KETIKA BADAI DATANG

 

Lalu mengamuklah taufan yang sangat dahsyat dan ombak menyembur masuk ke dalam perahu, sehingga perahu itu mulai penuh dengan air…Maka murid-murid-Nya membangunkan Dia dan berkata kepada-Nya: "Guru, Engkau tidak perduli kalau kita binasa?" Iapun bangun, menghardik angin itu dan berkata kepada danau itu: "Diam! Tenanglah!" Markus 4:37-39

 

Siapa pun yang hidup cukup lama pasti tahu bahwa badai dalam hidup pasti akan datang. Kadang-kadang, entah bagaimana, kita dihadapkan pada kehilangan pekerjaan yang tidak terduga, diagnosis yang mengerikan, kematian orang yang kita kasihi, atau kesedihan karena perpisahan. Seperti para murid yang terjebak dalam badai di Danau Galilea, kita bisa jadi merasa cobaan ini membebani kita, seolah perahu kehidupan kita tenggelam.

 

Mengikuti Yesus tidak berarti kita kebal dari badai kehidupan, tetapi kita bisa merasa terhibur karena Allah berjanji akan memegang kita saat kita melewatinya.
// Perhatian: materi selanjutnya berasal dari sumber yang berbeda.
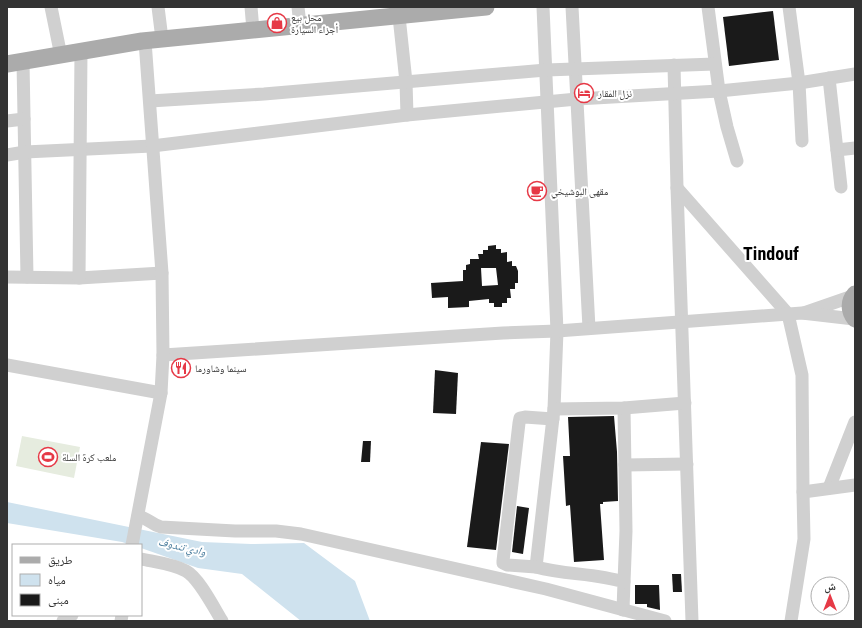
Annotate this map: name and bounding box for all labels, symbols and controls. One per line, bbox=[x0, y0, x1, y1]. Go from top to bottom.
shop icon: محل بيع أجزاء السيارة bbox=[266, 12, 288, 34]
place label: محل بيع أجزاء السيارة bbox=[291, 12, 338, 35]
hotel icon: نزل المقار bbox=[573, 82, 595, 104]
place label: نزل المقار bbox=[597, 88, 632, 100]
cafe icon: مقهى البوشيخي bbox=[526, 180, 548, 202]
place label: مقهى البوشيخي bbox=[551, 186, 609, 199]
district label: Tindouf bbox=[743, 243, 799, 264]
restaurant icon: سينما وشاورما bbox=[170, 357, 192, 379]
place label: سينما وشاورما bbox=[195, 363, 247, 374]
sports icon: ملعب كرة السلة bbox=[37, 446, 59, 468]
place label: ملعب كرة السلة bbox=[62, 452, 117, 463]
water label: وادي تندوف bbox=[157, 535, 207, 561]
legend bbox=[12, 544, 142, 616]
text: طريق bbox=[48, 553, 73, 567]
text: مياه bbox=[48, 573, 66, 587]
north arrow bbox=[810, 576, 850, 616]
text: ش bbox=[824, 580, 836, 594]
text: مبنى bbox=[48, 593, 69, 607]

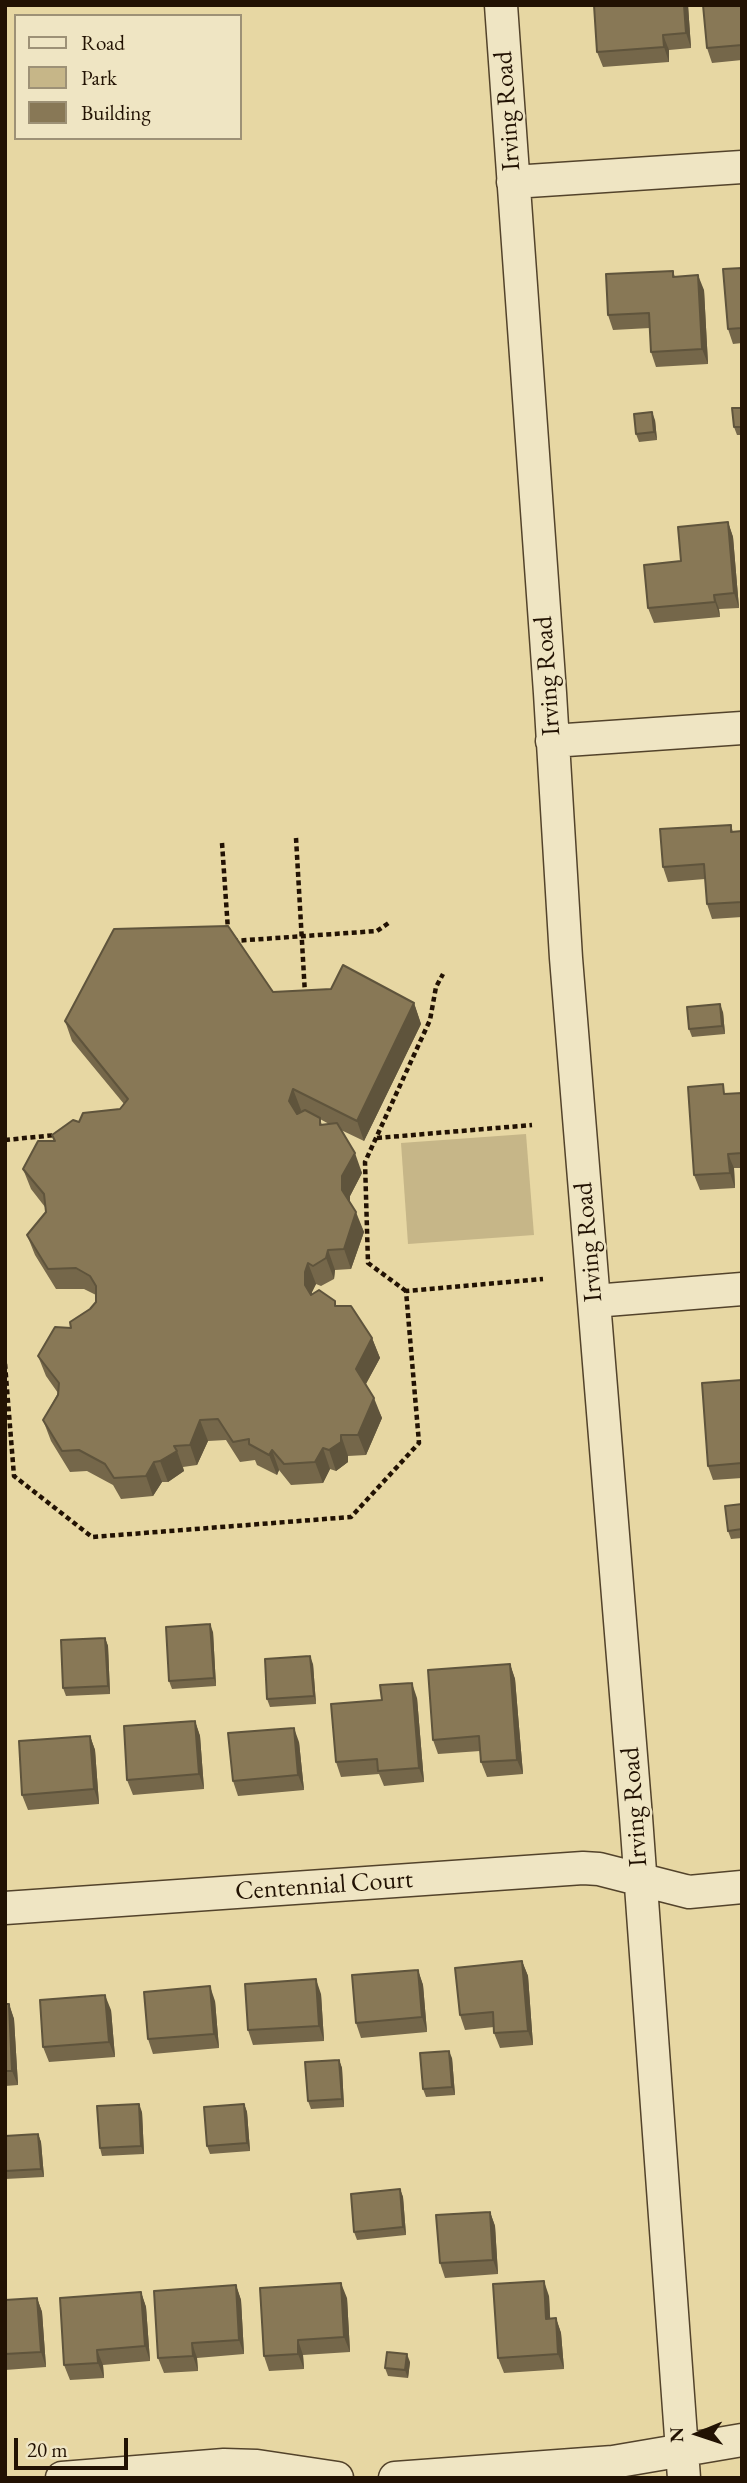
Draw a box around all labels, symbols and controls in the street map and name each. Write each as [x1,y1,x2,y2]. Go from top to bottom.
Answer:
legend [14,14,242,140]
text: Road [81,29,125,56]
street label: Irving Road [488,50,528,172]
text: Park [81,64,117,91]
text: Building [81,99,151,126]
street label: Irving Road [528,615,568,737]
street label: Irving Road [568,1181,610,1303]
street label: Irving Road [615,1746,655,1868]
street label: Centennial Court [234,1864,414,1908]
north arrow [663,2399,733,2469]
scale bar [18,2424,131,2468]
text: N [664,2427,689,2443]
text: 20 m [27,2436,68,2463]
Dia dapat menenangkan hati kita, dan Dia bahkan dapat meredakan badai itu sendiri.

 

Saat badai datang, kita sering tergoda untuk meragukan Allah. Para murid mempertanyakan Yesus meskipun mereka telah melihat langsung mukjizat-Nya. Mereka menatap mata Yesus, dan mereka makan bersama-Nya setiap hari—tetapi ketika badai datang, mereka panik dan tidak percaya seolah-olah mereka lupa siapa Dia atau apa yang mampu Dia lakukan. Bukankah kita juga sering begitu? Segera setelah badai melanda—angin dan ombak kehidupan menjadi tinggi—keraguan dan kelemahan muncul, dan kita lupa siapa yang diam di dalam diri kita dan apa yang mampu Dia lakukan.

 

Allah tidak mencegah datangnya badai. Namun, Dialah Allah yang hadir melalui badai dan berdaulat atas badai. Yesus tidak hanya tinggal bersama para murid saat badai terjadi, Dia menunjukkan kuasa-Nya dengan menenangkan badai tersebut. Sebagai Allah, Dialah yang menciptakan lautan. Mengapa laut menjadi masalah bagi-Nya? Bagi kita juga, bahkan keadaan yang tampaknya tidak ada harapan dan tidak dapat diatasi, ternyata terjadi persis seperti yang Dia rencanakan. Ketika kesulitan, ketakutan, dan rasa sakit terus berlanjut, kita dapat memercayai Dia untuk memberi kita kedamaian yang “melampaui segala akal” (Filipi 4:7) dan membawa kita ke tempat yang tenang, apakah itu terjadi dalam kehidupan ini atau setelahnya – badai kematian terakhir.

 

Maka pertanyaannya bukanlah “Akankah badai datang dalam hidup saya?” Badai pasti akan datang. Sebaliknya, kita harus bertanya, “Ketika badai datang, akankah saya percaya bahwa Yesus Kristus mampu mengatasinya—dan akankah saya membiarkan Dia melakukannya?” Dia mampu mengangkat awan keraguan yang mengaburkan pikiran kita. Dia mampu menyembuhkan patah hati. Dia mampu menenangkan kerinduan kita akan kasih. Dia mampu menghidupkan kembali semangat yang patah. Dia mampu menenangkan jiwa-jiwa yang cemas.

 

Ketika Anda melihat Yesus sebagai Pencipta alam semesta, yang menenangkan laut, dan yang menyatukan segala sesuatu, maka Anda pun bisa merasakan tenangnya badai.

 

Refleksi

Bacalah Markus 4:35-41 dan jawablah pertanyaan-pertanyaan berikut

  • Pola pikir apa yang perlu saya ubah?
  • Apa yang perlu dikalibrasi dalam hati saya?
  • Apa yang bisa saya terapkan hari ini?